◆ Task prompt ◆
Output the material exactly, line by line.

◆ Record set ◆
******************************
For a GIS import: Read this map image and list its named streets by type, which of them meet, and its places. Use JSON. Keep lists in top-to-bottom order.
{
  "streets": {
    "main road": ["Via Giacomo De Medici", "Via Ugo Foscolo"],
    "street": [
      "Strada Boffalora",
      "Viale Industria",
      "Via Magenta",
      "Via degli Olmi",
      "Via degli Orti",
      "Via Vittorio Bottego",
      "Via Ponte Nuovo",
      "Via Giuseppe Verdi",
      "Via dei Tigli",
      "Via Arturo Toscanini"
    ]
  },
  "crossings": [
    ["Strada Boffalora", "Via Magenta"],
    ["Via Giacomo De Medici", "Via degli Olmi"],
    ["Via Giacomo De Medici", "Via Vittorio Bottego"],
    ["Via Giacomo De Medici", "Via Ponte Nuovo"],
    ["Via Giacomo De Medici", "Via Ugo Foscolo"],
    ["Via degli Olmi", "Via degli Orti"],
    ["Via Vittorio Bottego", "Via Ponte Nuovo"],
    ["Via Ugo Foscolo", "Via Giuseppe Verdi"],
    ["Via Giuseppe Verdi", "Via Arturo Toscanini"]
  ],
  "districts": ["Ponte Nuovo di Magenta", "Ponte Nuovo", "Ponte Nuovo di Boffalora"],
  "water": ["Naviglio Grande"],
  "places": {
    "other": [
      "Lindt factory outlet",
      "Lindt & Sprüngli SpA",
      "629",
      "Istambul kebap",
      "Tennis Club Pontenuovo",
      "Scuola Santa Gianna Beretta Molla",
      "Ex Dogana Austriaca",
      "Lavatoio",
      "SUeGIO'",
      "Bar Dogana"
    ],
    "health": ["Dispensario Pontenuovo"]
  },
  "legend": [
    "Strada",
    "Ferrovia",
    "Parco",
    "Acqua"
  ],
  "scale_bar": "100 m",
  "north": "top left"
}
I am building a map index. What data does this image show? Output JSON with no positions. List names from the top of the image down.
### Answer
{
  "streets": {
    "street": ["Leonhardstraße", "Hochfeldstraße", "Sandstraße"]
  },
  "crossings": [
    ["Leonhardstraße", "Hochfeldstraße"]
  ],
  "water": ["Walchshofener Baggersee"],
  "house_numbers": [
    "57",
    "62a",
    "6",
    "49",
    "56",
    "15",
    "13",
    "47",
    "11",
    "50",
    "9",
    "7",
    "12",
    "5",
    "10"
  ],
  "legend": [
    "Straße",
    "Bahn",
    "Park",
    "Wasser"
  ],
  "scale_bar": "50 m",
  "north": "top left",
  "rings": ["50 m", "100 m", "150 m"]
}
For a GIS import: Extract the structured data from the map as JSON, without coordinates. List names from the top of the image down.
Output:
******************************
◆ Result of this exercise ◆
For a GIS import: Read this map image and list its named streets by type, which of them meet, and its places. Use JSON. Keep lists in top-to-bottom order.
{
  "streets": {
    "main road": ["Via Giacomo De Medici", "Via Ugo Foscolo"],
    "street": [
      "Strada Boffalora",
      "Viale Industria",
      "Via Magenta",
      "Via degli Olmi",
      "Via degli Orti",
      "Via Vittorio Bottego",
      "Via Ponte Nuovo",
      "Via Giuseppe Verdi",
      "Via dei Tigli",
      "Via Arturo Toscanini"
    ]
  },
  "crossings": [
    ["Strada Boffalora", "Via Magenta"],
    ["Via Giacomo De Medici", "Via degli Olmi"],
    ["Via Giacomo De Medici", "Via Vittorio Bottego"],
    ["Via Giacomo De Medici", "Via Ponte Nuovo"],
    ["Via Giacomo De Medici", "Via Ugo Foscolo"],
    ["Via degli Olmi", "Via degli Orti"],
    ["Via Vittorio Bottego", "Via Ponte Nuovo"],
    ["Via Ugo Foscolo", "Via Giuseppe Verdi"],
    ["Via Giuseppe Verdi", "Via Arturo Toscanini"]
  ],
  "districts": ["Ponte Nuovo di Magenta", "Ponte Nuovo", "Ponte Nuovo di Boffalora"],
  "water": ["Naviglio Grande"],
  "places": {
    "other": [
      "Lindt factory outlet",
      "Lindt & Sprüngli SpA",
      "629",
      "Istambul kebap",
      "Tennis Club Pontenuovo",
      "Scuola Santa Gianna Beretta Molla",
      "Ex Dogana Austriaca",
      "Lavatoio",
      "SUeGIO'",
      "Bar Dogana"
    ],
    "health": ["Dispensario Pontenuovo"]
  },
  "legend": [
    "Strada",
    "Ferrovia",
    "Parco",
    "Acqua"
  ],
  "scale_bar": "100 m",
  "north": "top left"
}
I am building a map index. What data does this image show? Output JSON with no positions. List names from the top of the image down.
### Answer
{
  "streets": {
    "street": ["Leonhardstraße", "Hochfeldstraße", "Sandstraße"]
  },
  "crossings": [
    ["Leonhardstraße", "Hochfeldstraße"]
  ],
  "water": ["Walchshofener Baggersee"],
  "house_numbers": [
    "57",
    "62a",
    "6",
    "49",
    "56",
    "15",
    "13",
    "47",
    "11",
    "50",
    "9",
    "7",
    "12",
    "5",
    "10"
  ],
  "legend": [
    "Straße",
    "Bahn",
    "Park",
    "Wasser"
  ],
  "scale_bar": "50 m",
  "north": "top left",
  "rings": ["50 m", "100 m", "150 m"]
}
For a GIS import: Extract the structured data from the map as JSON, without coordinates. List names from the top of the image down.
Output:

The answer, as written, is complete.